In the European Union, the General Data Protection Regulation (GDPR) considers personal likeness as personal data and provides individuals with rights to control the use of their likeness in ways that the individual did not authorize. Some states in the United States, including California, have laws that regulate publicity rights that provide similar protection as the GDPR.
As a best practice, users should not make prompts that would reference an identifiable individual. Additionally, users should never use an AI-generated portrait for advertising, voting (political), or defamation without consent from the party that is the subject of the likeness.
5. EVOLVING LEGAL AND ETHICAL RESPONSES
Governments and organizations have started to develop frameworks that tackle AI risks. The AI Act of the European Union, fully effective by 2026, demands transparency in that users must be informed when the content was machine-generated.
The U.S. Federal Trade Commission has issued similar guidance that warns companies against misleading consumers with AI-generated content. Meanwhile, developers are experimenting with ethical data practices: things like opt-out systems for artists, "clean" training datasets, and digital watermarking that identifies AI-generated images.

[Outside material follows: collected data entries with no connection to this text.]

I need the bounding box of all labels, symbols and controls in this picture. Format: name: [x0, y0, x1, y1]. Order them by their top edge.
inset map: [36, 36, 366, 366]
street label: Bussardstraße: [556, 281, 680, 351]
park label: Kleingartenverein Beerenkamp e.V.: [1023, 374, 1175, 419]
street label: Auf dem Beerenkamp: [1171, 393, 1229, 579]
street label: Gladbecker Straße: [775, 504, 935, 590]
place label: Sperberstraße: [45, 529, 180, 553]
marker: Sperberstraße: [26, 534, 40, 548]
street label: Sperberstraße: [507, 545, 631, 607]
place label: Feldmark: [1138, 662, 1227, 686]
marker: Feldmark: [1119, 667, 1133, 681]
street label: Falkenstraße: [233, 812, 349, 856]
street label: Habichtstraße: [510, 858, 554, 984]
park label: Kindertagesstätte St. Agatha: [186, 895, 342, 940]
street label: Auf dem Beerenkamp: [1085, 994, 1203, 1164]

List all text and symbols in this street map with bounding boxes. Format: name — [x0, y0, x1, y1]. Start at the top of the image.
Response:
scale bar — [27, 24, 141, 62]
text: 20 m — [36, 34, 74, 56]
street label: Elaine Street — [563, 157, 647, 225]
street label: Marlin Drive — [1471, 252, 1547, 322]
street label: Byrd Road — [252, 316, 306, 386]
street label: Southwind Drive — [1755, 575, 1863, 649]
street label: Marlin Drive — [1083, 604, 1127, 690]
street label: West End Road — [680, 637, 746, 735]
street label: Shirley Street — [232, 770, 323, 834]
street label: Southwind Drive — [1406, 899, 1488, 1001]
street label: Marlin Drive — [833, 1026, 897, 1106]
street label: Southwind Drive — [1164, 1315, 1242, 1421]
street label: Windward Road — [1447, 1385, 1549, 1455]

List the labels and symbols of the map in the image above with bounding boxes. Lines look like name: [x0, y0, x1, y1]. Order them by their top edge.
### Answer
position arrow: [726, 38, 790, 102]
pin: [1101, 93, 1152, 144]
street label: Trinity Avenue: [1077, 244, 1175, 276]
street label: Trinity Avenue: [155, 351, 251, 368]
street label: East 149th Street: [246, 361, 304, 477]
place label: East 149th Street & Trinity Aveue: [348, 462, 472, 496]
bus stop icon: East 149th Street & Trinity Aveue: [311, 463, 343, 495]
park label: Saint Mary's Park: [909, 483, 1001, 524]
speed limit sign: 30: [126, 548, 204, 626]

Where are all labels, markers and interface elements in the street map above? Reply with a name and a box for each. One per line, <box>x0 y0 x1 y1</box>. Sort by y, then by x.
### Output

These measures aim to balance innovation with accountability. The ethical implications of transparency extend beyond strict legal compliance. Giving credit to artists whose styles are emulated, avoiding deceitful representations, and acknowledging AI’s contribution to content creation contribute to equitability and confidence in dealing with these emerging assets. Ethical awareness, even beyond strict legal compliance, is likely to mold public acceptance of generative AI.
CONCLUSION
Generative AI image generators, such as Midjourney and DALL-E, heralded a new frontier in creative expression. Yet they also blur the boundaries between human authorship and algorithmic production, creating legal uncertainties under copyright, trademark, and even privacy law. Users of these tools need to be aware that not every generated image of AI is without legal constraint.
For safe use, creators should combine human input with the assistance of AI, not use brand or individual references in prompts, and verify the originality of the image before using it commercially. As the laws change, education and caution remain the strongest protections. Balancing creativity with responsibility will ensure that AI continues to empower, and not endanger, the artistic community.